Data supplied
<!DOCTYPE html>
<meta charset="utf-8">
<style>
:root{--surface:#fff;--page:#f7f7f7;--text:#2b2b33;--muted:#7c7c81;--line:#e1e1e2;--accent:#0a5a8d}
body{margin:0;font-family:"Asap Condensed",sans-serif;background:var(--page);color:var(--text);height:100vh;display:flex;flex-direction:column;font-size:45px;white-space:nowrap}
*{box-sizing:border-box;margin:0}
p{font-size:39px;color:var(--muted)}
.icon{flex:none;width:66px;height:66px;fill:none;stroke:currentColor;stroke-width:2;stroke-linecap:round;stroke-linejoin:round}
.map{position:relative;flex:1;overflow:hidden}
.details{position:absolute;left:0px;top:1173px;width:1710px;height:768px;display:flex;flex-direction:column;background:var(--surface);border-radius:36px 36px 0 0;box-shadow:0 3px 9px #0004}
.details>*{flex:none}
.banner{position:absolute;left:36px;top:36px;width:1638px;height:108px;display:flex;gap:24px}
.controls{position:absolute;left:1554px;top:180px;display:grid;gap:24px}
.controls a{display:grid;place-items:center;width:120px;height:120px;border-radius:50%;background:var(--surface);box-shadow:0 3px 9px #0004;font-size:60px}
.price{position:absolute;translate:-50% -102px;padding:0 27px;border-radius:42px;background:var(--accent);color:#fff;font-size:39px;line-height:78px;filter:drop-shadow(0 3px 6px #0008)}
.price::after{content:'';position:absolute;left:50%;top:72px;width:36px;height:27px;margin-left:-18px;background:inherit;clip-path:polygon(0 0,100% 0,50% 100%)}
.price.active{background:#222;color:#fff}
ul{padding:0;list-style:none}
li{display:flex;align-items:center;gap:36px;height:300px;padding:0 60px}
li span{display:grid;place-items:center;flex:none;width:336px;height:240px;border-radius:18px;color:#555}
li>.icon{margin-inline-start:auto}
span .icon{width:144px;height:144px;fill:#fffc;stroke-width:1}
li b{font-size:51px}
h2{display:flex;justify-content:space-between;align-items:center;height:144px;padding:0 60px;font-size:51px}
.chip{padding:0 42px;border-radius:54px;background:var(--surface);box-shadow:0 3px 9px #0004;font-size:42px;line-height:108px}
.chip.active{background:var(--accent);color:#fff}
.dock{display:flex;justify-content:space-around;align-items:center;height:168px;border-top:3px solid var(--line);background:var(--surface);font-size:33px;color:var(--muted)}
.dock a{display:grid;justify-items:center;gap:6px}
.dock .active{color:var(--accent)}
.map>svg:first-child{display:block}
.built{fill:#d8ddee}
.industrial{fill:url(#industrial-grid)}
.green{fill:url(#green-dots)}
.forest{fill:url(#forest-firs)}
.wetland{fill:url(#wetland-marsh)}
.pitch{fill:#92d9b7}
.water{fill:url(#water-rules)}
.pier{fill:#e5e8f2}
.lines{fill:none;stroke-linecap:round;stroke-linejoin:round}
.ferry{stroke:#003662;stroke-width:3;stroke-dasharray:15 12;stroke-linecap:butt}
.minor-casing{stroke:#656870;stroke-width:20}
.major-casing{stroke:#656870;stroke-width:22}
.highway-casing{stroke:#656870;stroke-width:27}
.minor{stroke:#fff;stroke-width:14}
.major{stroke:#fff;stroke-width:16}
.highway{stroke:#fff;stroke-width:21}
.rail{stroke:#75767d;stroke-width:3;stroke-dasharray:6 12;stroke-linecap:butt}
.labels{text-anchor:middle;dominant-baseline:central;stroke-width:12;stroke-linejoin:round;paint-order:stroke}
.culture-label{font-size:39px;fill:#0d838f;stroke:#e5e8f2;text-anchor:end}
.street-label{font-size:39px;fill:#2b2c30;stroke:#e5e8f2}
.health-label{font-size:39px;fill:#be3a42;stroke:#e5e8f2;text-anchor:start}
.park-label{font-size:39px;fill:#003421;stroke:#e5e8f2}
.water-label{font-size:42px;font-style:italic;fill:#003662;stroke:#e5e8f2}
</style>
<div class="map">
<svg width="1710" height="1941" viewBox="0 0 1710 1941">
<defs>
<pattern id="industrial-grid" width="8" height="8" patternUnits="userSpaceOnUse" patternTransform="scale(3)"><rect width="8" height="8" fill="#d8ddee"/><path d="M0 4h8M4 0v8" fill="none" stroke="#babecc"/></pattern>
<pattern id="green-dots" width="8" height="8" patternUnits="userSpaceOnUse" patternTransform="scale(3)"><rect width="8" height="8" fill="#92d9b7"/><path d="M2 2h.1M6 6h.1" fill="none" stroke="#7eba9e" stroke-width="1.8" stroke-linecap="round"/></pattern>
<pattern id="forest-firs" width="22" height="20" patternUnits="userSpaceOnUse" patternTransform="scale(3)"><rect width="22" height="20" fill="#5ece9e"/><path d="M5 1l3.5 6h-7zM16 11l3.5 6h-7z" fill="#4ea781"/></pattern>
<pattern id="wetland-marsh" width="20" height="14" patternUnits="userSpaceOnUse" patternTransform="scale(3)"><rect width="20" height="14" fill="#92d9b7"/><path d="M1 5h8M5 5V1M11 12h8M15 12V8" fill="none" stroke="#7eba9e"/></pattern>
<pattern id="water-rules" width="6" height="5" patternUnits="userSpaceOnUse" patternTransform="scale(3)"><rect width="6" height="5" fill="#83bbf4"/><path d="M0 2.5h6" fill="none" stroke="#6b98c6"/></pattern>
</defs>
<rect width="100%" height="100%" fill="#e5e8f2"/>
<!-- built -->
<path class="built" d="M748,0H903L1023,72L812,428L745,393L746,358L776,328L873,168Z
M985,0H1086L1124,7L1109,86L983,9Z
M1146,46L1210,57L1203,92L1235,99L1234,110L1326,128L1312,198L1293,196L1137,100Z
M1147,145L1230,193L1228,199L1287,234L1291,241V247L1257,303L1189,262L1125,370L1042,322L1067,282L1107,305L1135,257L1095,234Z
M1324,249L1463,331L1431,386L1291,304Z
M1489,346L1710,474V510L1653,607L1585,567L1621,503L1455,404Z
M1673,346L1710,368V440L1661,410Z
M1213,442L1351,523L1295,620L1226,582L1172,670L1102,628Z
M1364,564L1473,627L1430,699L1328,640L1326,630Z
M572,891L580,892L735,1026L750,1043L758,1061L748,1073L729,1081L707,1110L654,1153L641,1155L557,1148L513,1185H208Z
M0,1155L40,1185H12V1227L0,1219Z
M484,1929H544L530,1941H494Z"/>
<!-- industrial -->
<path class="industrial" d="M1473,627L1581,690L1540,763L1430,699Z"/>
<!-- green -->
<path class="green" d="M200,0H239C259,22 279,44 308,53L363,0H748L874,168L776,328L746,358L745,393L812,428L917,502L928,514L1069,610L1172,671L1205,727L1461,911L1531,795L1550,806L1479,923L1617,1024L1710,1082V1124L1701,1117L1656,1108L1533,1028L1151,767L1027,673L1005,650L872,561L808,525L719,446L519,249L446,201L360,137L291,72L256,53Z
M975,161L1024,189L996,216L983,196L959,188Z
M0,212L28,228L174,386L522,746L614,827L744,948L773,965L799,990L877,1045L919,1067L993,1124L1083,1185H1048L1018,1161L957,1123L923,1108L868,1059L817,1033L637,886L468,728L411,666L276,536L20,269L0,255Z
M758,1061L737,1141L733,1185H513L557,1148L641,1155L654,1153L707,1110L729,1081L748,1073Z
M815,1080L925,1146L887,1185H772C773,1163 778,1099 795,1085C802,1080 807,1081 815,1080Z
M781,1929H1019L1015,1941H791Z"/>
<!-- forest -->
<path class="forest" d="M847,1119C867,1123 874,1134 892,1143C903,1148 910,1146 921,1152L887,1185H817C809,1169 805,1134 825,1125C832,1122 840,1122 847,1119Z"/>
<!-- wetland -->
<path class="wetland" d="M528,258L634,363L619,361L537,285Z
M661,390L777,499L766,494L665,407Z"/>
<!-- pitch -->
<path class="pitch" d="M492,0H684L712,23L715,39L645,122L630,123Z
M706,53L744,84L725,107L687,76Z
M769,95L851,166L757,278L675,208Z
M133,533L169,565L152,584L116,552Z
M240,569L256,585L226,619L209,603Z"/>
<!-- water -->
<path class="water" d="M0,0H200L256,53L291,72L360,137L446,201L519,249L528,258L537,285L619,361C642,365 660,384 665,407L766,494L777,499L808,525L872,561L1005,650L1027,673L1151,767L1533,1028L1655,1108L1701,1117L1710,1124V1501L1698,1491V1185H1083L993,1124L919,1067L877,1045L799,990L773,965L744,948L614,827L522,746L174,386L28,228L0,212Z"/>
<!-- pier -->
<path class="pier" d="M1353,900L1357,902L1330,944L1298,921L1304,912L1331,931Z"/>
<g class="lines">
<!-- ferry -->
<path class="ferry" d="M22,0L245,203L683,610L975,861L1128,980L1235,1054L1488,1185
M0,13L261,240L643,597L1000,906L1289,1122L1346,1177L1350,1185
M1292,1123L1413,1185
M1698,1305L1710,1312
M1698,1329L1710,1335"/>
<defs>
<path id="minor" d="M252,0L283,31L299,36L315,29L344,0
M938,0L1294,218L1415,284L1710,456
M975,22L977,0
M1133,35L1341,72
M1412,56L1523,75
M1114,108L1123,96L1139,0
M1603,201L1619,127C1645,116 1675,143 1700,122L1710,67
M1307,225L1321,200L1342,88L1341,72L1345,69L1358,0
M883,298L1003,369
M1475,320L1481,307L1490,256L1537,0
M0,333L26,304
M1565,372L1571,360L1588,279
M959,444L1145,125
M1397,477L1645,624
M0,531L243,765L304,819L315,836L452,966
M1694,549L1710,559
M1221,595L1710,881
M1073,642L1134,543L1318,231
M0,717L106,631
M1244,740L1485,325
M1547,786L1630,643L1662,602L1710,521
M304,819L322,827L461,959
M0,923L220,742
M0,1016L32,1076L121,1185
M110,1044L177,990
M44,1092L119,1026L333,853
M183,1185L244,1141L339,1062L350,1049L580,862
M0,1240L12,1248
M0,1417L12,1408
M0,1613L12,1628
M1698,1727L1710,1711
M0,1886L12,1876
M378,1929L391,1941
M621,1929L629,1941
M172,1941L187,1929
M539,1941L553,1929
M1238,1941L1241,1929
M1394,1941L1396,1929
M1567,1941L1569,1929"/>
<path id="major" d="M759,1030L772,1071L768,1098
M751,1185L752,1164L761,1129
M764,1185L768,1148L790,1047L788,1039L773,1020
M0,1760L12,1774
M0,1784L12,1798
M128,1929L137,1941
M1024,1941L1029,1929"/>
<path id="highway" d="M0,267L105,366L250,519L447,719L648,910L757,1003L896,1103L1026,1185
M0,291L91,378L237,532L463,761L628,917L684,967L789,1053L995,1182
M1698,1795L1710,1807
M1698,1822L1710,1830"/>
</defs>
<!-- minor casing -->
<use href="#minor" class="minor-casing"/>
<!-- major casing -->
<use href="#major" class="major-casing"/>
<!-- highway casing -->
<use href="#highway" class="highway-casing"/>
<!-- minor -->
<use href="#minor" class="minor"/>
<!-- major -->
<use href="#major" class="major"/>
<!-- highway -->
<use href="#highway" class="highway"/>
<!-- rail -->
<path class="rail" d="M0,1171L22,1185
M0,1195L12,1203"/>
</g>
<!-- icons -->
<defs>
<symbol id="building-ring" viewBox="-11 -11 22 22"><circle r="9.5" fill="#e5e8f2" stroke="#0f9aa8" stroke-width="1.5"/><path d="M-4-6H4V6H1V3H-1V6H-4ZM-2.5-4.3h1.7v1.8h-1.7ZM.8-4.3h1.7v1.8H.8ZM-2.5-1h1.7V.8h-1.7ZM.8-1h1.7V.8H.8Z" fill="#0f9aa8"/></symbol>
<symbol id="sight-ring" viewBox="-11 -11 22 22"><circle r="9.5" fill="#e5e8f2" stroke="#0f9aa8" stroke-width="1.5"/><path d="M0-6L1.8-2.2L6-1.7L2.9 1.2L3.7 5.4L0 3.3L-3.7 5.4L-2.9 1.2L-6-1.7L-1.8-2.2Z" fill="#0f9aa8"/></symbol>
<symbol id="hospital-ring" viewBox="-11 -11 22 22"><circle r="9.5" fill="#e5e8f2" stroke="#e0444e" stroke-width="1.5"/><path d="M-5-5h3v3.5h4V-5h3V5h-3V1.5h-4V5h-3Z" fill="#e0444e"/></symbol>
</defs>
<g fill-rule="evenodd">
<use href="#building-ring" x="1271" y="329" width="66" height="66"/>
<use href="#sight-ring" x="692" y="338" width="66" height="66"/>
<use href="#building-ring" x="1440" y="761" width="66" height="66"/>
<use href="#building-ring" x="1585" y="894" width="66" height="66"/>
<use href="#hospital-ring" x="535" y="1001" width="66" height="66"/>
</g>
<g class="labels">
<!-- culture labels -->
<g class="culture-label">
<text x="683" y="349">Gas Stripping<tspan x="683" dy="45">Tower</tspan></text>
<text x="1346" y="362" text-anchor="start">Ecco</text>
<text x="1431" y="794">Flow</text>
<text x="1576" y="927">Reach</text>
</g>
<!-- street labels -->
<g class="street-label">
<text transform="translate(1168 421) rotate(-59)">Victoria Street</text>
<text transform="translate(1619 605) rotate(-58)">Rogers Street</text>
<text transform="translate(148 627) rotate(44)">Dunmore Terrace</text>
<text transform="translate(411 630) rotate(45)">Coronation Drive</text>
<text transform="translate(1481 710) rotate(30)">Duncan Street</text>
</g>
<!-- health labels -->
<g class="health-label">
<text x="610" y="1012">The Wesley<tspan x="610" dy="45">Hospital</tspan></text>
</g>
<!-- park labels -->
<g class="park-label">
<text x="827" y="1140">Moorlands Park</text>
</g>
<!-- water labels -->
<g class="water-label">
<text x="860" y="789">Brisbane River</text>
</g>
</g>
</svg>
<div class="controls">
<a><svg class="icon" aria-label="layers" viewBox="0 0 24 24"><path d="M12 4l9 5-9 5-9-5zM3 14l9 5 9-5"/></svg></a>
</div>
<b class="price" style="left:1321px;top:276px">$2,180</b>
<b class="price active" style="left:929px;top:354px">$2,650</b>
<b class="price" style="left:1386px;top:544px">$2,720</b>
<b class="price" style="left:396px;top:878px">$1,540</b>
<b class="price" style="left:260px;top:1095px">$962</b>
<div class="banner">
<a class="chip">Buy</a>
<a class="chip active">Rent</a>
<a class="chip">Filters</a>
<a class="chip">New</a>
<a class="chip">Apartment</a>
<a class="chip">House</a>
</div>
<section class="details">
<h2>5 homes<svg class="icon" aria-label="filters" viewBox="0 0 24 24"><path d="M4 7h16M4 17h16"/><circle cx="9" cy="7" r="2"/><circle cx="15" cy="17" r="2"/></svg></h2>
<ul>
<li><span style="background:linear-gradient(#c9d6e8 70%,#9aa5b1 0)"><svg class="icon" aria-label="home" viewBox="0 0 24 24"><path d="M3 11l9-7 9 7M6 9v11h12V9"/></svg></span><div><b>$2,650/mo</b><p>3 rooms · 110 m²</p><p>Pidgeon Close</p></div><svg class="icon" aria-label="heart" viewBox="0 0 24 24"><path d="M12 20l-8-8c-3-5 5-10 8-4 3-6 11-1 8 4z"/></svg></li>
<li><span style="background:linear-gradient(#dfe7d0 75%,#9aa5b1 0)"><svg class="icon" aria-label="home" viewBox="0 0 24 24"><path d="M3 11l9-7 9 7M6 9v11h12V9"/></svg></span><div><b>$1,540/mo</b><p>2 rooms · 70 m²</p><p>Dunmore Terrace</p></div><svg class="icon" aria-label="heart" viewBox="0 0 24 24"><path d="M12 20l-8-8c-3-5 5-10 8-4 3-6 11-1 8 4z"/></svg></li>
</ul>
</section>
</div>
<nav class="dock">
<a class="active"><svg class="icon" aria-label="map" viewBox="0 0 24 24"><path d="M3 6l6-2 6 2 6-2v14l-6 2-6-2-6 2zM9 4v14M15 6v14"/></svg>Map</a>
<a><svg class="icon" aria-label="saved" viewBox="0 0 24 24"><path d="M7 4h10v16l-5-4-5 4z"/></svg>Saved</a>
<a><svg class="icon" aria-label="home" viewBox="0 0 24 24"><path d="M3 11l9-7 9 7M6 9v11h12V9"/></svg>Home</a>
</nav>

What to work on
Could you copy every line in the records that holds "lines"?

Exercise solution
.lines{fill:none;stroke-linecap:round;stroke-linejoin:round}
<g class="lines">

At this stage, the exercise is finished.